--- Data provided Enclosed Below ---

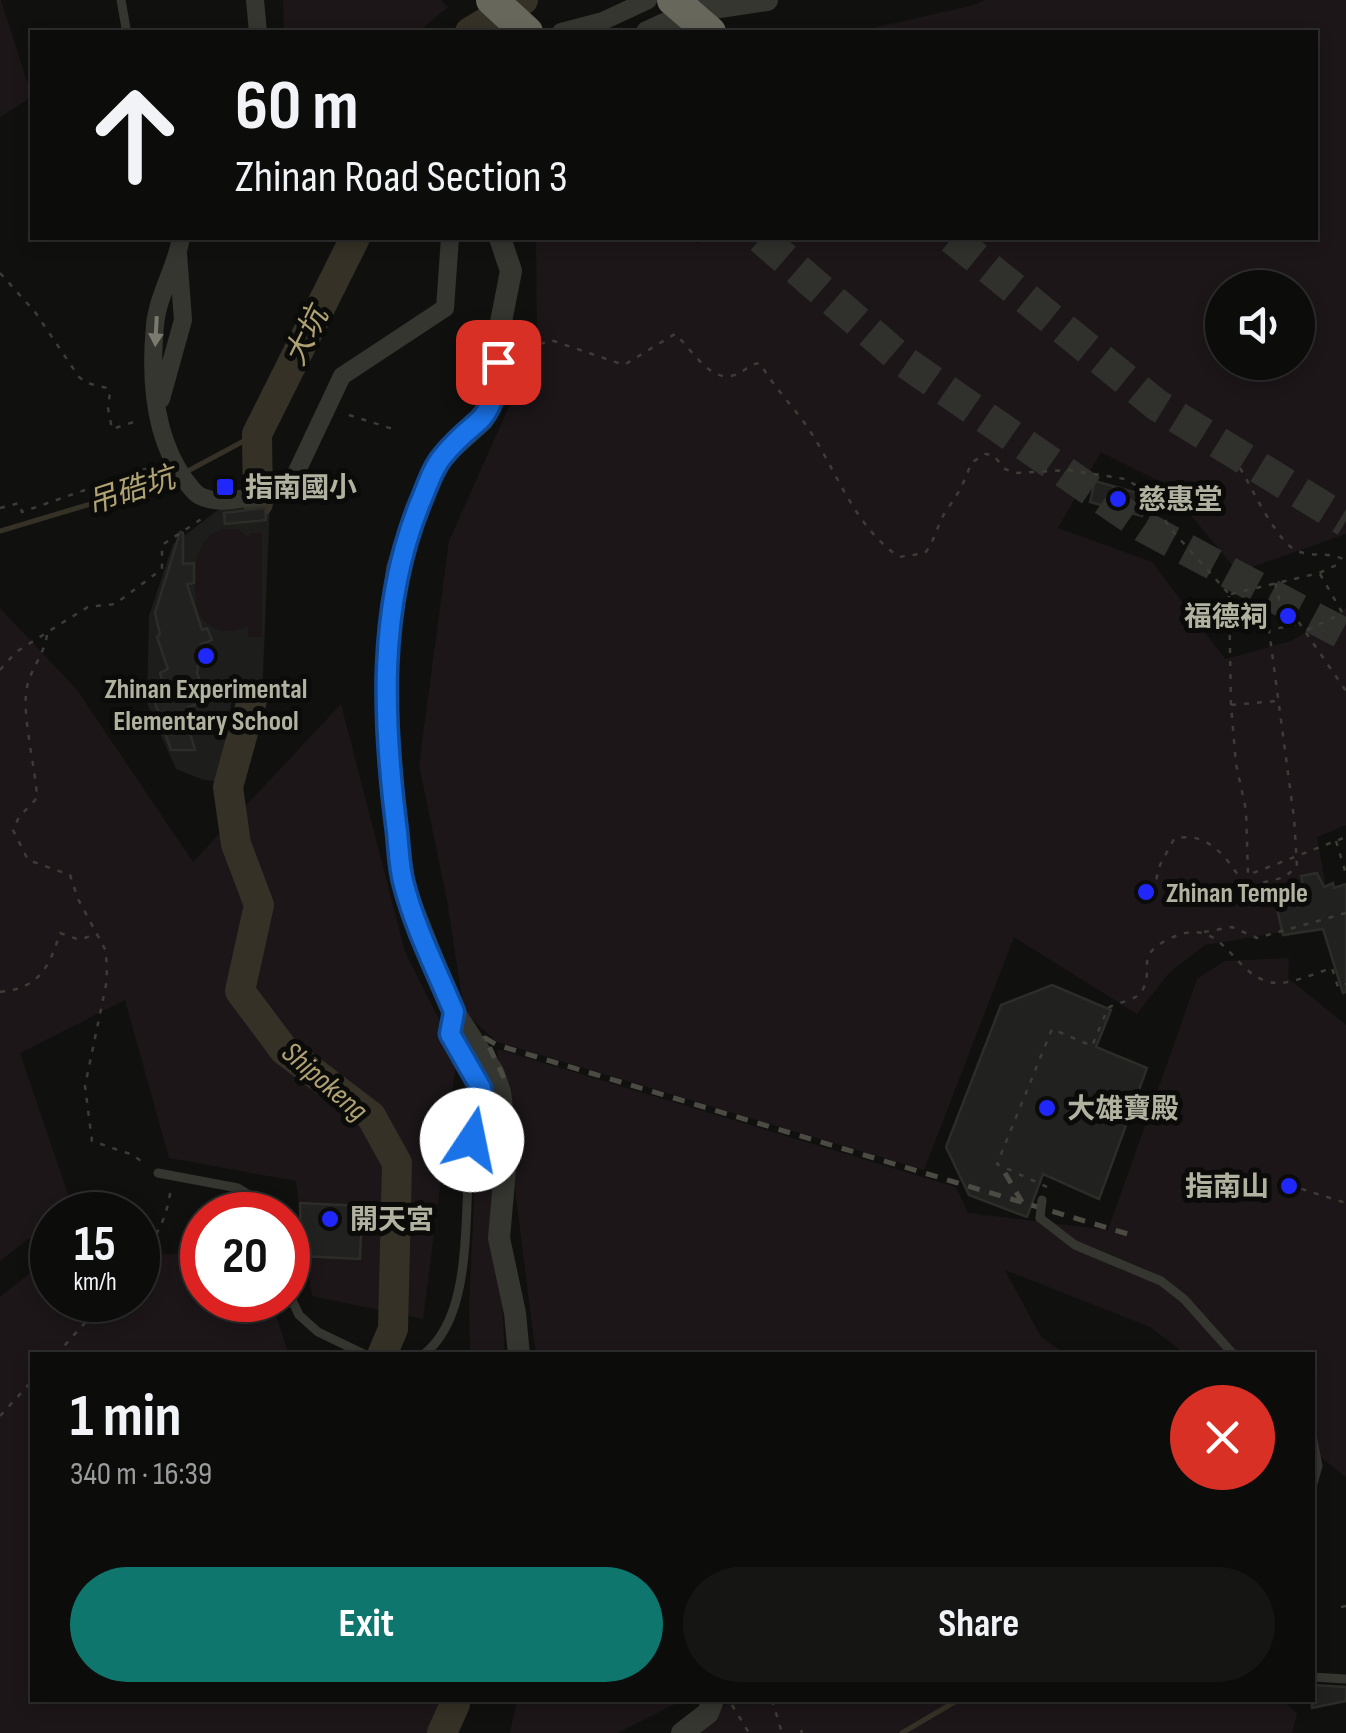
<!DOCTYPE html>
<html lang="en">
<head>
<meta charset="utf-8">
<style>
  body { margin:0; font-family:"Sofia Sans Condensed","Noto Sans TC",sans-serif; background:#151614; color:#f1f3f6; height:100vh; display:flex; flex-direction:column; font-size:38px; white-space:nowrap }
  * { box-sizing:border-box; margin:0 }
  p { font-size:32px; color:#9a9c9d }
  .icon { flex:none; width:55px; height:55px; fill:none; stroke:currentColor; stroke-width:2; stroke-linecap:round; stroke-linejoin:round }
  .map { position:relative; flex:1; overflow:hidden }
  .drawer { position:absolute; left:30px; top:1352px; width:1285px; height:350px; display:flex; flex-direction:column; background:#0c0d0b; border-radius:0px; box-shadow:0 5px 15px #0003,0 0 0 2px #2c2d2c }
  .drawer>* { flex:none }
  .guide { position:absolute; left:30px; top:30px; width:1288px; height:210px; border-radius:0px; box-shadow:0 5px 15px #0003,0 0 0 2px #2c2d2c; background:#0c0d0b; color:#f1f3f6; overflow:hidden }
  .controls { position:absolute; left:1205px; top:270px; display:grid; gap:20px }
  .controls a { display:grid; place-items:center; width:110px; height:110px; border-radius:50%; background:#0c0d0b; box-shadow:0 5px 15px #0003,0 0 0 2px #2c2d2c; font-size:50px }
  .speed { position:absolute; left:30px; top:1192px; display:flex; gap:20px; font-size:50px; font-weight:700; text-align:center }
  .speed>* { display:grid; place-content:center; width:130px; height:130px; border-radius:50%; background:#0c0d0b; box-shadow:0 5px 15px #0003,0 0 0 2px #2c2d2c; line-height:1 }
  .speed small { font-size:25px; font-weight:400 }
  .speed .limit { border:15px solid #d22; background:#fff; color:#111 }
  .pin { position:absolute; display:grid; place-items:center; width:85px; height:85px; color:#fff; margin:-42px; border-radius:20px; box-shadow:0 5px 15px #0006 }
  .me { position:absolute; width:110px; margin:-55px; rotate:11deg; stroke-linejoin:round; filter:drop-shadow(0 0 8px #0008) }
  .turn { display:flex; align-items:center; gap:35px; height:210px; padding:0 40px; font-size:45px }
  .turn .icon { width:130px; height:130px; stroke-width:2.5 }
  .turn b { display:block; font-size:70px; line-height:85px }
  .round { display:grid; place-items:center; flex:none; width:105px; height:105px; border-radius:52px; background:#151614 }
  .overview { display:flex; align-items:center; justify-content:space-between; height:170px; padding:0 40px }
  h1 { font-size:60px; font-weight:700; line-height:75px }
  .cta { display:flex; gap:20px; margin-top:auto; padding:20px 40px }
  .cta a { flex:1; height:115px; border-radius:60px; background:#0f766e; color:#fff; font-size:40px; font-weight:700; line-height:115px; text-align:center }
  .cta a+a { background:#151614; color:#f1f3f6 }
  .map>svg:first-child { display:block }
  .built { fill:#1d1e1b }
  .green { fill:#1c1619; fill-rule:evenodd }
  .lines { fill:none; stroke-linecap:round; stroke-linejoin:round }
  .stream { stroke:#353126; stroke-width:5 }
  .river { stroke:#353126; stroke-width:30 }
  .building { fill:#21221f; stroke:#2c2d29; stroke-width:2.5 }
  .motorway-tunnel { stroke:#30312c; stroke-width:32; stroke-dasharray:32 16; stroke-linecap:butt }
  .path { stroke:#3d3d36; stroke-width:2.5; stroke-dasharray:5 8; stroke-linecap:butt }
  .service { stroke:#353630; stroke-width:9 }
  .minor { stroke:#353630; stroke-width:18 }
  .tertiary { stroke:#353630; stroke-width:22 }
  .motorway { stroke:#67675c; stroke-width:32 }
  .rail { stroke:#4b4b43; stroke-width:5; stroke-dasharray:12 10; stroke-linecap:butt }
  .service-bridge { stroke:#353630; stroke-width:9 }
  .motorway-bridge { stroke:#67675c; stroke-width:32 }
  .oneway { fill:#7a7a6e }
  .route-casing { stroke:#114b97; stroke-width:25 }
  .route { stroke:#1a73e8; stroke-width:18 }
  .poi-dot { fill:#2028f9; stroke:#0b0c0a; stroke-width:4 }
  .labels { text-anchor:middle; stroke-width:10; stroke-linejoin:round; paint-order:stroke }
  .poi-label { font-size:28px; font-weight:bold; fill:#b2b2a0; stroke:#0b0c0a; text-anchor:start }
  .water-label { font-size:30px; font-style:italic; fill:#b0a274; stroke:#0b0c0a }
</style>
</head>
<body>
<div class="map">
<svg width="1346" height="1733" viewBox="0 0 1346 1733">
  <rect width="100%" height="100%" fill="#10110f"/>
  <path class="built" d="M270,502L262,699L232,696L225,754L217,781L204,780L176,769L147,704L149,616L173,544L222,507Z"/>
  <g class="green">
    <path d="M1,0L32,97L0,117V0Z"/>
    <path d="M283,0H441L448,7L418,32H284Z"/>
    <path d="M985,0H1346V534L1238,572L1165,484L1101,452L1058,528L1152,562L1225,659L1291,641L1346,608V825L1317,837L1326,887L1295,895L1300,929L1205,945L1169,973L1137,1014L1014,937L924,1170L497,1042L464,1012L447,900L419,765L449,541L537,344L536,238H691L698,244L704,238H1315V32H856L974,5ZM1222,288H1298V362H1222Z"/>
    <path d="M223,529H237L249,537L250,533H262V637H248V626C227,636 211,632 198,613C193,582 189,539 223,529Z"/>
    <path d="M0,608L77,690L193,862L341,704L405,952L457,1055L423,1319L312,1296L296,1181L169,1158L125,1000L20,1053L75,1215H52V1237L28,1239L0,1261Z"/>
    <path d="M1289,958L1288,978L1346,1025V1477L1313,1451L1312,1355H1187L1150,1327L1005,1270L1041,1337L1066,1355H536L497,1049L956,1187L968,1213L1108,1230L1197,979L1225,961Z"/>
    <path d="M494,1157L505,1355H470L469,1305L476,1158Z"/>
    <path d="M202,1252V1300H271L289,1355H32V1700H462L442,1733H0V1297L44,1262L52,1261V1300H138V1256Z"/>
    <path d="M517,1700H683L617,1733H510Z"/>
    <path d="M732,1700H1282L1297,1713L1292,1733H691Z"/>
  </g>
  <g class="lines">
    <g class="stream">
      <path d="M0,531L171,480L257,434"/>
      <path d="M902,1733L958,1700"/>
    </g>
    <g class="river">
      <path d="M470,32L523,0"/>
      <path d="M258,503L257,434L355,238"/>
      <path d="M252,700L228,787L236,844L259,905L240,991L284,1050L371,1116L397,1163L393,1329L382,1355"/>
      <path d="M442,1733L455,1704L454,1700"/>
    </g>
  </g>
  <g class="building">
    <path d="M1095,481L1148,496L1142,516L1090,502Z"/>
    <path d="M265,508L266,520L225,524L224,513Z"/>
    <path d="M180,532L183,533V564L194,563V583L187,584L202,630L207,628L212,640L201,644L197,673L207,701L188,707L196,730L190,733L195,750H171L154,700L166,694L160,673L168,669L157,637L160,634L155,613Z"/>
    <path d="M1317,873L1324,887L1333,883L1334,888L1346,884V992L1343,993L1323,929L1283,935L1277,909L1307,901L1301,876Z"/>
    <path d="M1052,985L1111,1010L1096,1047L1147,1068L1099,1199L1043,1174L1027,1217L969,1195L946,1147L1001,1005Z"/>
    <path d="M300,1203L362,1206L360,1259L301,1256Z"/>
    <path d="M1312,1685L1346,1687V1701L1312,1708Z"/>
  </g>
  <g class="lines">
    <g class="motorway-tunnel">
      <path d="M761,238L902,360L1144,527L1346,635"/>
      <path d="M952,238L1157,405L1346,521"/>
    </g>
    <g class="path">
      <path d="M0,273L35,312L79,377L87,383L107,388L110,392L108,408L112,429L140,420"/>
      <path d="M520,359L528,349L551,340L624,365L675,334C691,348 708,380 731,376C743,374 748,364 760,363C773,386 791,404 806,425C837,470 852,524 899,557L925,553C936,539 938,521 948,508C959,493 965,481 971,463L985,454L993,455L1005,469L1016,473L1069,470L1125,479L1144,490L1159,506L1168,526L1229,594"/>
      <path d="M349,415L393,429"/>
      <path d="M1240,468C1252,488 1279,547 1300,552C1315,557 1332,551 1346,561"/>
      <path d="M0,508L19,503L22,512L154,466"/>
      <path d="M1320,574L1346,619"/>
      <path d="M1275,583L1282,610L1289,608L1346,691"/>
      <path d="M1231,594L1319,573L1343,562"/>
      <path d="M1229,596L1231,705L1236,764L1246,810L1248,875L1346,837"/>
      <path d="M1307,630L1341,614"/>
      <path d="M47,635C44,655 31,668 27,687C21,713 36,769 37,798L19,817L13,830L28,860L70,875L78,899L106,951L107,980L85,1086L92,1141L133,1155L146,1165"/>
      <path d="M0,670L16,652L62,623L88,607L115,604L162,569V545L203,518"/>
      <path d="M1231,705L1277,701"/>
      <path d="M1336,841L1346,874"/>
      <path d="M1153,892L1160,865L1174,839C1209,829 1229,861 1246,887L1285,877L1297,866L1294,818L1269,630L1299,624"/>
      <path d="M1204,932L1232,927L1257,938L1346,913"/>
      <path d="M0,992C39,988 49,968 60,933L80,940L95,934"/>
      <path d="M1289,1185L1346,1203"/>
      <path d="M1047,1187L997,1164L1052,1029L1092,1046L1108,1008C1117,1002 1136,1001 1142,991C1155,968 1134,957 1167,940C1227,908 1231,984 1280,983C1296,982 1316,973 1332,968L1338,987L1346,984"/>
      <path d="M138,1253C160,1237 167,1214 171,1188"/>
      <path d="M56,1355L92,1315L95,1300"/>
      <path d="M0,1416L32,1381"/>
      <path d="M1341,1607L1346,1606"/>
      <path d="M772,1700L782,1733"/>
      <path d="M1235,1700L1243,1707"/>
      <path d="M732,1705L749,1733"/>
      <path d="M801,1730L802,1733"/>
    </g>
    <g class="service">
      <path d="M121,0L126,28L124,32"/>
      <path d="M158,1173L238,1188L281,1215"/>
      <path d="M1040,1218L1075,1245L1161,1281L1184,1299L1234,1355"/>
      <path d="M288,1219L294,1242L291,1298L299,1315L318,1332L366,1355"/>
      <path d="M423,1355C478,1313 461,1202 472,1140C476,1122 486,1106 481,1087C475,1067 457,1053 450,1034L453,1020"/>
      <path d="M1312,1435L1318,1466L1312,1487"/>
      <path d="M1312,1677L1346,1679"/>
    </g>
    <g class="minor">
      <path d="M255,0L258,32"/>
      <path d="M561,32L603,21L648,0"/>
      <path d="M181,238C176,268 158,294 155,325C150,378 153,436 185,480C190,486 193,492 200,496C214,503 230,501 245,498C260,496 276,495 289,488L342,376L445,308L450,238"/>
      <path d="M161,399L183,320L178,253"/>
    </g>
    <g class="tertiary">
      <path d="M647,32L693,11L767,0"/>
      <path d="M500,238L511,271L500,327L495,398L483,420L444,455L434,471L407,537L397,569L388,640L386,724L391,791L405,889L454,1012L493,1072L500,1092L507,1147L499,1238L515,1313L519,1355"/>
      <path d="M682,1733L708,1713L713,1700"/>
    </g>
    <path class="motorway" d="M492,0L527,32"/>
    <g class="rail">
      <path d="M504,1078L485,1038L497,1045L1128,1234"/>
      <path d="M1005,1173L1022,1202"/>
    </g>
    <path class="service-bridge" d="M1040,1218L1042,1200"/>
    <path class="motorway-bridge" d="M673,0L710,32"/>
  </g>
  <defs><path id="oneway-solid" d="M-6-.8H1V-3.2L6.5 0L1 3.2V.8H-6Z" transform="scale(2.5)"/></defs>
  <use class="oneway" href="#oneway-solid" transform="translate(156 331) rotate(93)"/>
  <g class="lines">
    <g class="route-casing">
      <path id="route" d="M472,1140L483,1104L481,1088L450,1034L454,1012C437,971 415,928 404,885C399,868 399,850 397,832C383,722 377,609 420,503C427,487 432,469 443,456C480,411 492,430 498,362"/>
    </g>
    <use href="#route" class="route"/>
  </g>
  <g class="poi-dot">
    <rect x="215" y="477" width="20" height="20" rx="5"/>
    <circle cx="1118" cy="499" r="10"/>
    <circle cx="1288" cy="616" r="10"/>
    <circle cx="206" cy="656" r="10"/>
    <circle cx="1146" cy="892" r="10"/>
    <circle cx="1047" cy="1108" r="10"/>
    <circle cx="1289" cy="1186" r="10"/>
    <circle cx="330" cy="1219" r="10"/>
  </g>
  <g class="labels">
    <g class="poi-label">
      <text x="245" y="497">指南國小</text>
      <text x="1138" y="509">慈惠堂</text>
      <text x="1268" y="626" text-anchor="end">福德祠</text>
      <text x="206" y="698" text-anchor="middle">Zhinan Experimental<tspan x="206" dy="32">Elementary School</tspan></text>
      <text x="1166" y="902">Zhinan Temple</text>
      <text x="1067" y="1118">大雄寶殿</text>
      <text x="1269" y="1196" text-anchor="end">指南山</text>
      <text x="350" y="1229">開天宮</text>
    </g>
    <g class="water-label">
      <text transform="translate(306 336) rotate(-64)" y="10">大坑</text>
      <text transform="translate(131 490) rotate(-18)" y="10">吊硞坑</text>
      <text transform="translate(325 1081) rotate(41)" y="10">Shipokeng</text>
    </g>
  </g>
</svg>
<div class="controls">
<a><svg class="icon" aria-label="sound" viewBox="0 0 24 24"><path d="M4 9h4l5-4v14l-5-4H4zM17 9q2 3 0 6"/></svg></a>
</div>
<div class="speed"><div>15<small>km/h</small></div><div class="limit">20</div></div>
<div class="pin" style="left:498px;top:362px;background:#d93025"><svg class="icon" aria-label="arrive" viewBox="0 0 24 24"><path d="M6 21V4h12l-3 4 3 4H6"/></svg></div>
<svg class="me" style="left:472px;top:1140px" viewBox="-20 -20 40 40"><circle r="19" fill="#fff"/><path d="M0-13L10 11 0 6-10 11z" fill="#1a73e8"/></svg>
<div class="guide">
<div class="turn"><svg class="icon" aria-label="ahead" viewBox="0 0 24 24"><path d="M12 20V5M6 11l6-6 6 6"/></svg><div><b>60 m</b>Zhinan Road Section 3</div></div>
</div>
<section class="drawer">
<div class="overview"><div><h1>1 min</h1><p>340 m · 16:39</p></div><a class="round" style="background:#d93025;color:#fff"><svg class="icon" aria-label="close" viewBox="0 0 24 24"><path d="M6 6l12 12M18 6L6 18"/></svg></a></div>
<div class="cta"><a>Exit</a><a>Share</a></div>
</section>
</div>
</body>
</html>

--- End of Enclosed Data provided ---

*What to do*: A complete answer gives every line of the records holding "absolute".

*Solution to this problem*:
  .drawer { position:absolute; left:30px; top:1352px; width:1285px; height:350px; display:flex; flex-direction:column; background:#0c0d0b; border-radius:0px; box-shadow:0 5px 15px #0003,0 0 0 2px #2c2d2c }
  .guide { position:absolute; left:30px; top:30px; width:1288px; height:210px; border-radius:0px; box-shadow:0 5px 15px #0003,0 0 0 2px #2c2d2c; background:#0c0d0b; color:#f1f3f6; overflow:hidden }
  .controls { position:absolute; left:1205px; top:270px; display:grid; gap:20px }
  .speed { position:absolute; left:30px; top:1192px; display:flex; gap:20px; font-size:50px; font-weight:700; text-align:center }
  .pin { position:absolute; display:grid; place-items:center; width:85px; height:85px; color:#fff; margin:-42px; border-radius:20px; box-shadow:0 5px 15px #0006 }
  .me { position:absolute; width:110px; margin:-55px; rotate:11deg; stroke-linejoin:round; filter:drop-shadow(0 0 8px #0008) }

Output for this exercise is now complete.